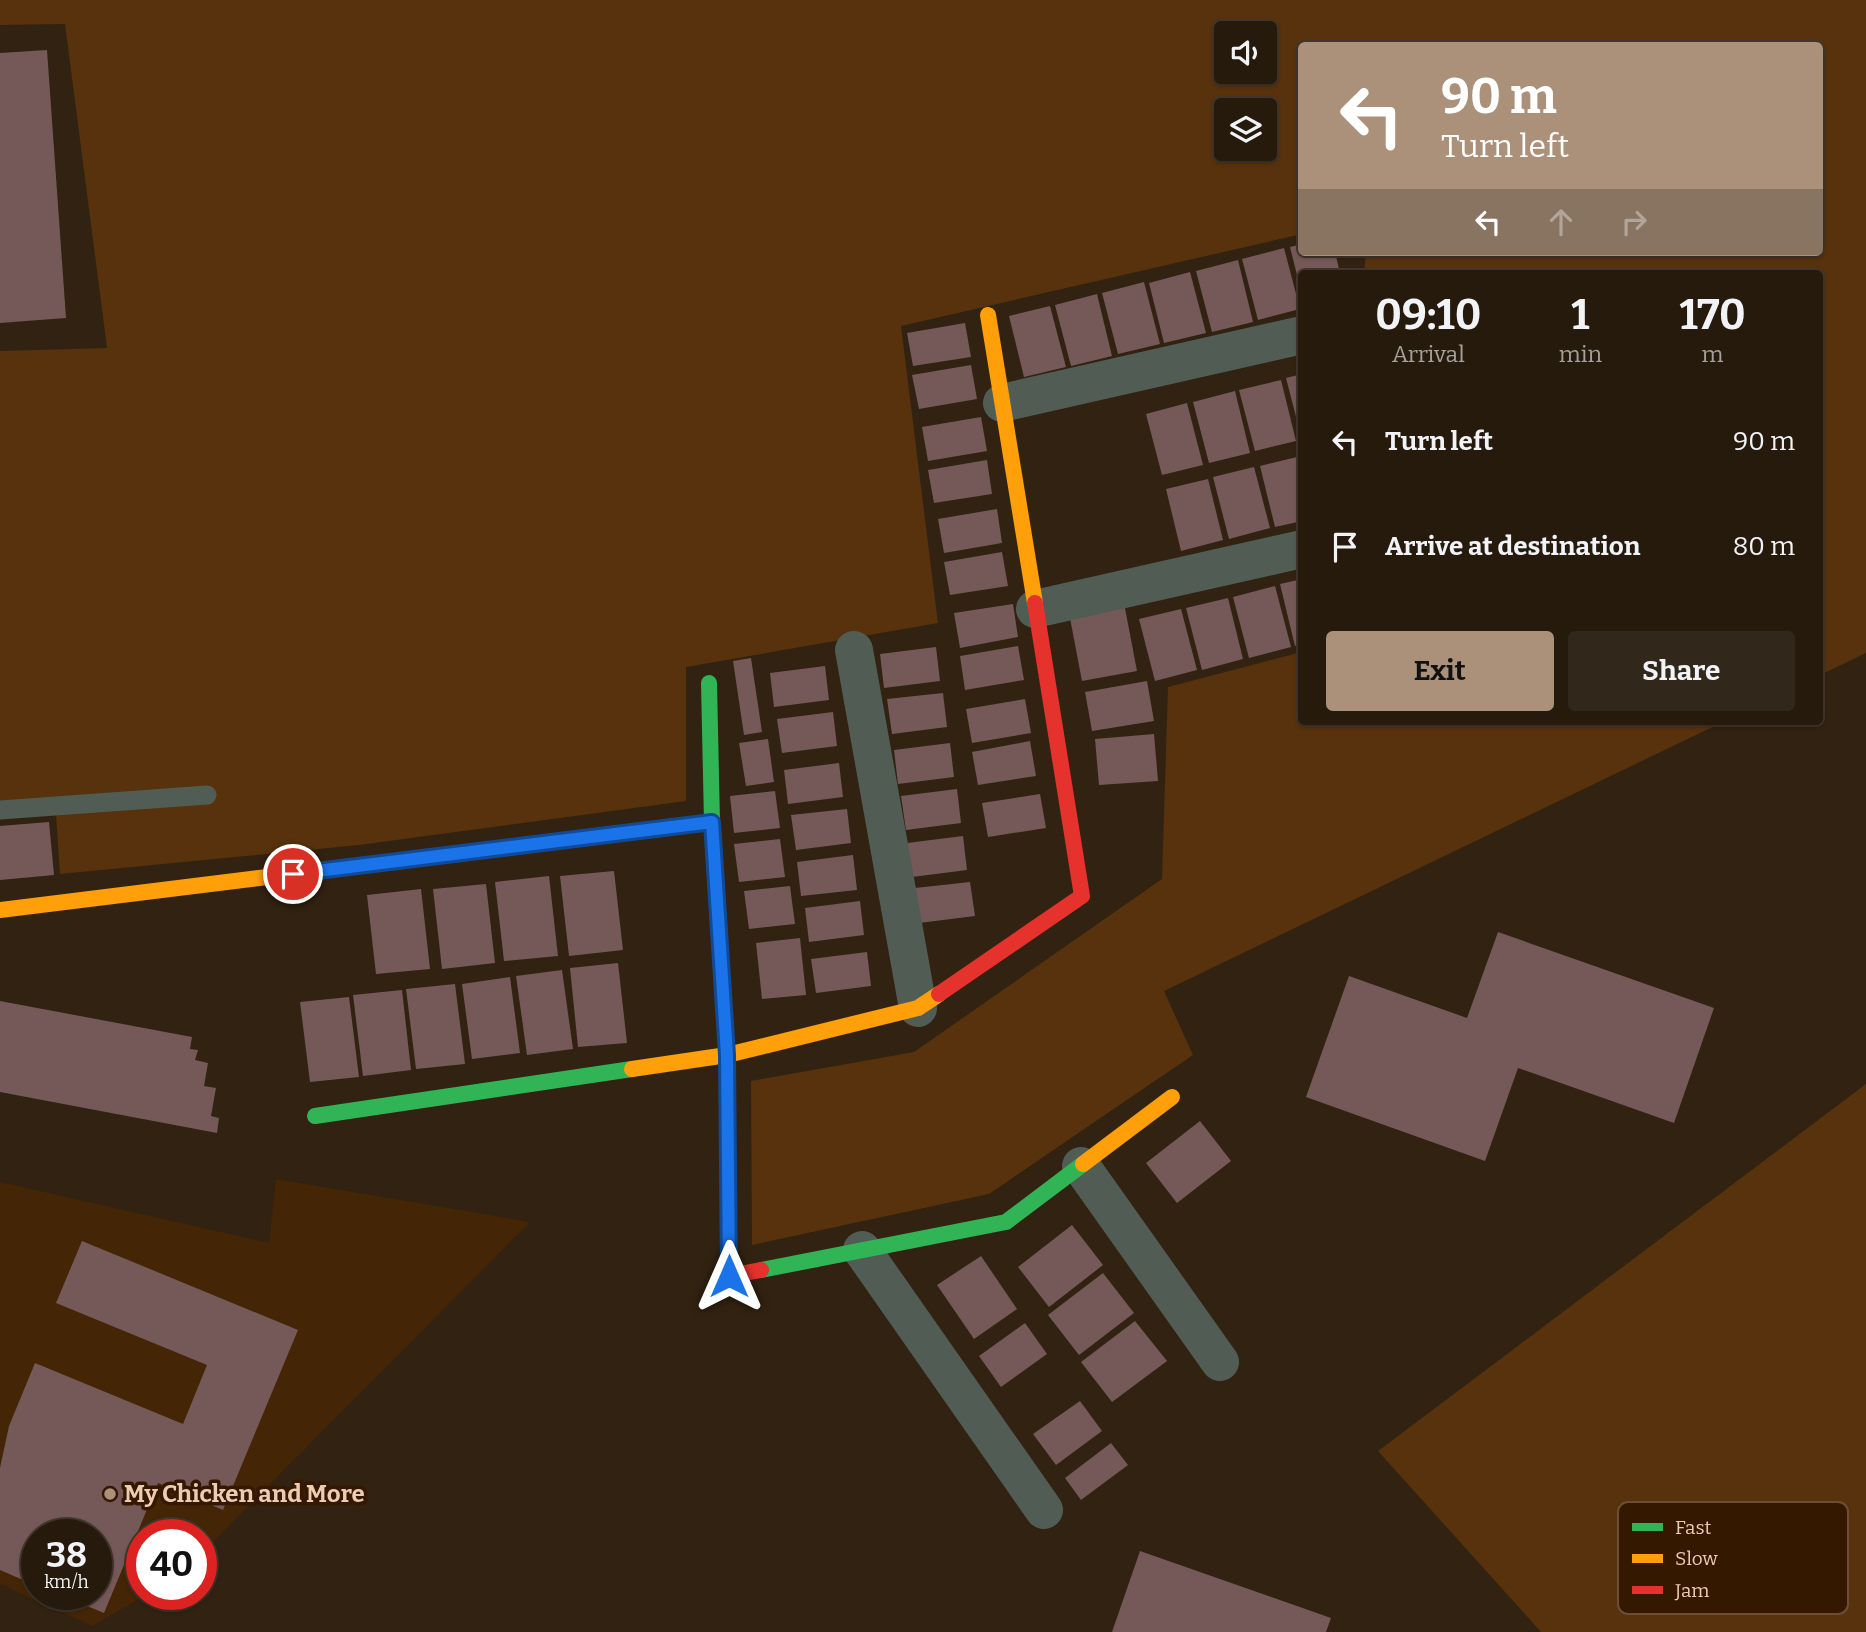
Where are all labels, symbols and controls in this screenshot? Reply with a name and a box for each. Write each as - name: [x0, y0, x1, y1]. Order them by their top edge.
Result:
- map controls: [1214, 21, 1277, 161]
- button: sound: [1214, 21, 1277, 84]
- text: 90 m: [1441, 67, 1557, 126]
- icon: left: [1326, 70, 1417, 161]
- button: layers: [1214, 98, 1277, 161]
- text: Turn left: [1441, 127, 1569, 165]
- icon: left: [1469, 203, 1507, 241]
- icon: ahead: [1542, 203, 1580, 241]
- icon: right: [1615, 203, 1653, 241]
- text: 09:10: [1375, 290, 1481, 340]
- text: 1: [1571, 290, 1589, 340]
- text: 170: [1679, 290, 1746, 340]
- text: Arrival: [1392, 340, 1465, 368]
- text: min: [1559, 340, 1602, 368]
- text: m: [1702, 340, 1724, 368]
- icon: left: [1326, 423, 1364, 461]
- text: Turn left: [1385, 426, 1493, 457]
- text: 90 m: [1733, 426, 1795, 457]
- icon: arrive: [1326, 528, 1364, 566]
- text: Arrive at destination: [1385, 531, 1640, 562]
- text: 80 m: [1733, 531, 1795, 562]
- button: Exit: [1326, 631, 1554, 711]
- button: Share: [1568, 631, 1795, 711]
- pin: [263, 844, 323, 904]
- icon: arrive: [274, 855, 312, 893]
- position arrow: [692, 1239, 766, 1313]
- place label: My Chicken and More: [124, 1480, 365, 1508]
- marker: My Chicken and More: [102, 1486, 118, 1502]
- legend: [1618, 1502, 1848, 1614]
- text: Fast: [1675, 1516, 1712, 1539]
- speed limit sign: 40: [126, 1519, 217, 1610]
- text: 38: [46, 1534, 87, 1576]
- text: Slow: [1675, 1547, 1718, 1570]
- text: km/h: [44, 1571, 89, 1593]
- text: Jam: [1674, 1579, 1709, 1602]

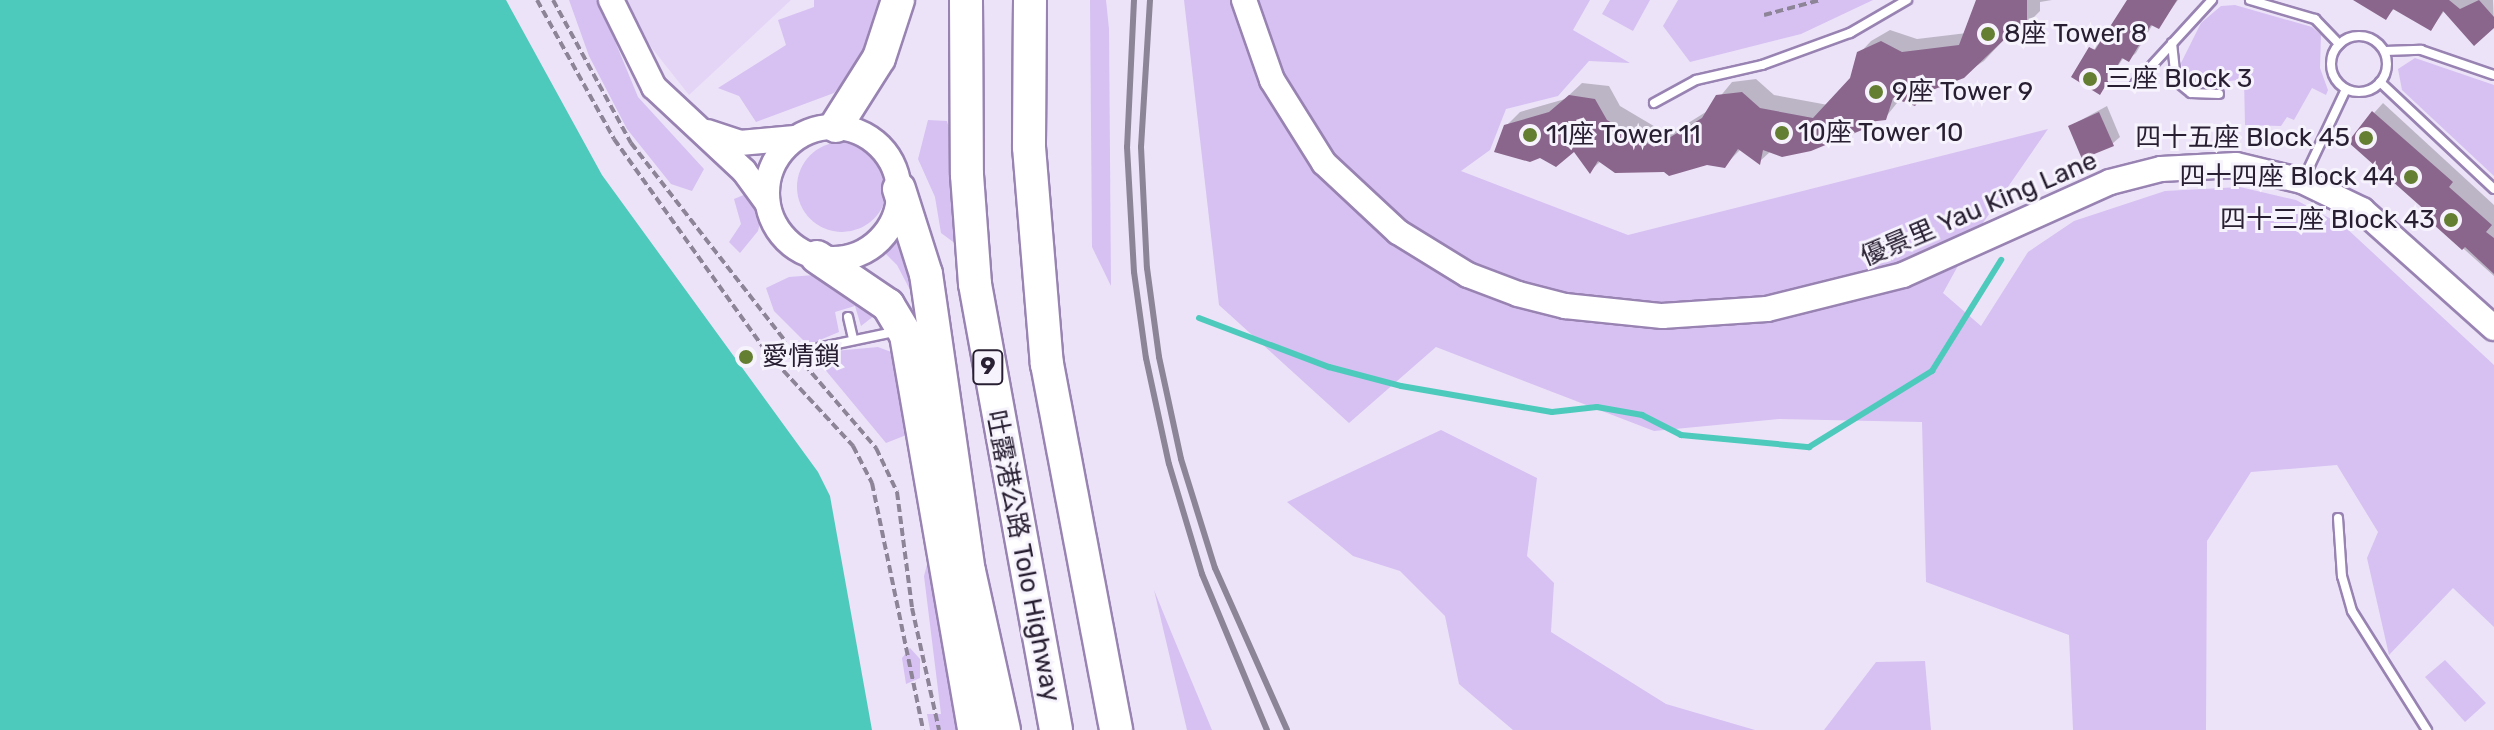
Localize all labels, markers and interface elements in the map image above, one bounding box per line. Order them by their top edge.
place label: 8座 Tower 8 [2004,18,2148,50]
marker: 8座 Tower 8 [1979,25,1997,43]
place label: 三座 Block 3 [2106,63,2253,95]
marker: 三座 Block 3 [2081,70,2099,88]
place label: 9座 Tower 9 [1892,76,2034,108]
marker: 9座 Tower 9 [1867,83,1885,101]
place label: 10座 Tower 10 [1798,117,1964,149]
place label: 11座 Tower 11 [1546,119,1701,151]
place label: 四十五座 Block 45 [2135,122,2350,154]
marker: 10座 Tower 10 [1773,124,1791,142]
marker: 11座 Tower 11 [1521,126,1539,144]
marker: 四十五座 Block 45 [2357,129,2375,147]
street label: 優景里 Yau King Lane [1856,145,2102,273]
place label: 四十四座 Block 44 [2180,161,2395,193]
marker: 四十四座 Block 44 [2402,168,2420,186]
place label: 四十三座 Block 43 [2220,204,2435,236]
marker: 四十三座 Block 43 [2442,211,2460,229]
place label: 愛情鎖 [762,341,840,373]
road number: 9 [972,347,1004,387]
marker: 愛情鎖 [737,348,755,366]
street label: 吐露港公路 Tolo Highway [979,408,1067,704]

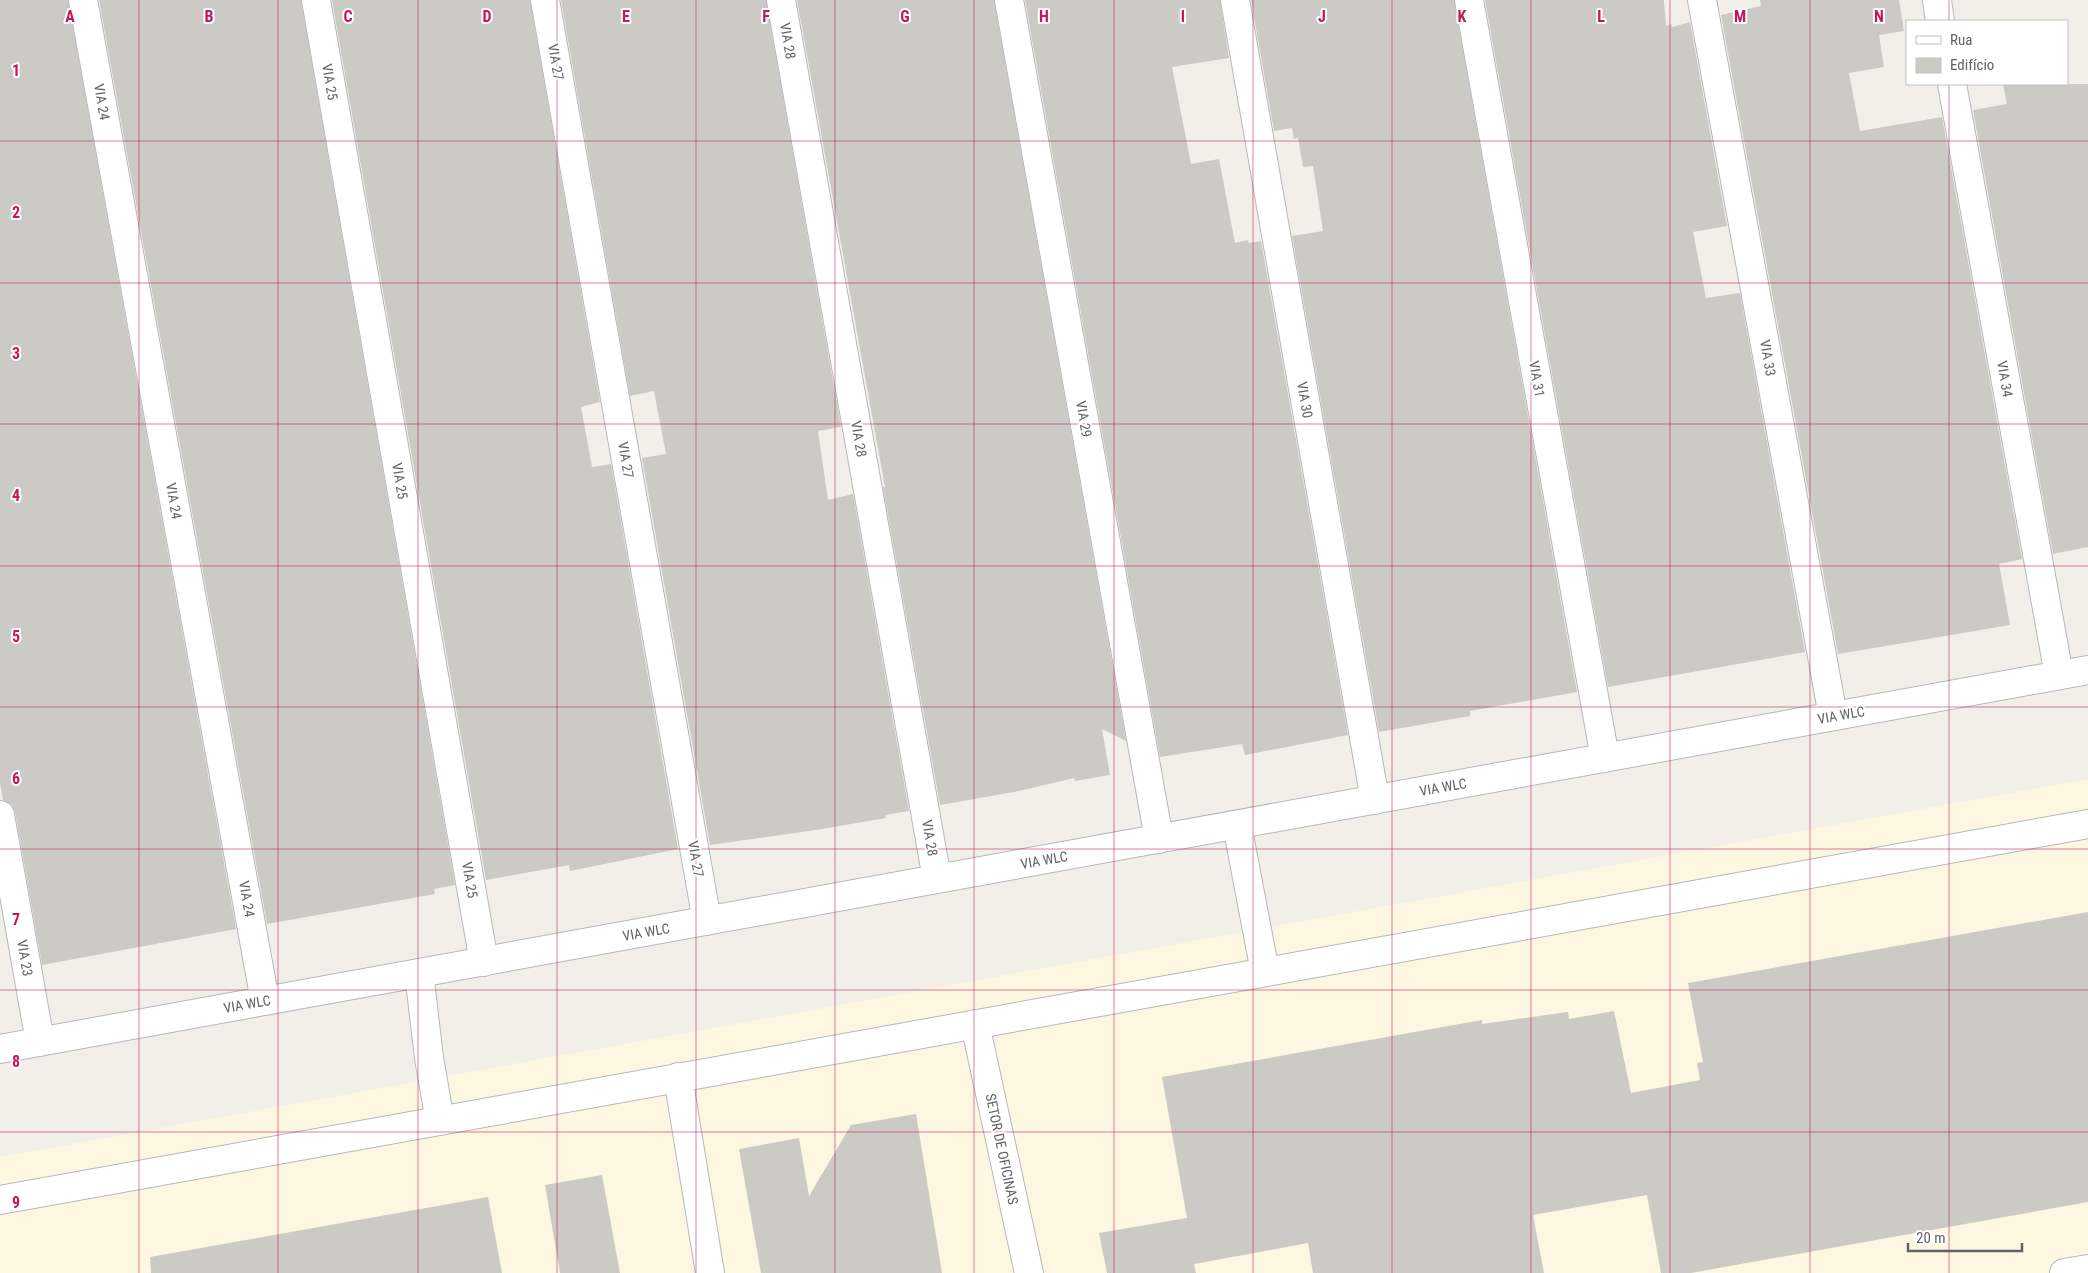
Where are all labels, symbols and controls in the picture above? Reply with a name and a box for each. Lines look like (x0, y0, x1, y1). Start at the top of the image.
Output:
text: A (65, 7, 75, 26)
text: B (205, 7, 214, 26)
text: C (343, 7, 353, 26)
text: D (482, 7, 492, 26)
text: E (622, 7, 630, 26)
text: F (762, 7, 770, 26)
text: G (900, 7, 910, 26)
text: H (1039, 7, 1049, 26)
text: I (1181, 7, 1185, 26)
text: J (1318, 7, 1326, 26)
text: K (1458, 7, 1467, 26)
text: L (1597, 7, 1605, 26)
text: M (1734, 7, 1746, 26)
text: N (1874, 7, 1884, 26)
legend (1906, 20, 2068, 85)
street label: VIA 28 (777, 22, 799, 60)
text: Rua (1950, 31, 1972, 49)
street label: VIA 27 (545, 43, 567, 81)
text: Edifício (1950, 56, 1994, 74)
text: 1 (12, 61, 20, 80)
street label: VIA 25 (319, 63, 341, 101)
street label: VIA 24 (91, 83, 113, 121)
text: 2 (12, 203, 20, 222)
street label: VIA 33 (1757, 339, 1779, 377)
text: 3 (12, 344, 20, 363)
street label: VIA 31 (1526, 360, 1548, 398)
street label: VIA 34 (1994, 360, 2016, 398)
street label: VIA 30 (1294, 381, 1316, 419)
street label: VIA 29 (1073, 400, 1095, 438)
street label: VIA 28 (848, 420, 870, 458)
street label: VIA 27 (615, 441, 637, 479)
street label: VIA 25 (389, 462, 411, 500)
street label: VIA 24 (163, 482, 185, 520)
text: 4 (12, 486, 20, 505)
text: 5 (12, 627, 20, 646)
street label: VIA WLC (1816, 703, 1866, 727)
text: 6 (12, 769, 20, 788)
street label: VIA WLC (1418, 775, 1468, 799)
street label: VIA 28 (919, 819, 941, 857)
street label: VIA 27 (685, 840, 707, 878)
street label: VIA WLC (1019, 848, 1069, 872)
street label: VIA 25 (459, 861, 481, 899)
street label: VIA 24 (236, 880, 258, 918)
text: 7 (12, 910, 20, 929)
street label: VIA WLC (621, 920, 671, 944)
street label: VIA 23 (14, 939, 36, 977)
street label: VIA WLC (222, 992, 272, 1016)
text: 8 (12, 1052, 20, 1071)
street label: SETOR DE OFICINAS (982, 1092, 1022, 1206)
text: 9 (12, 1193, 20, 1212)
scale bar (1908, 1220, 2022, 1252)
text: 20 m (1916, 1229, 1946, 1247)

——————————

Search the listing above for lines with the word "Tower", and state how many there are, nothing else.

8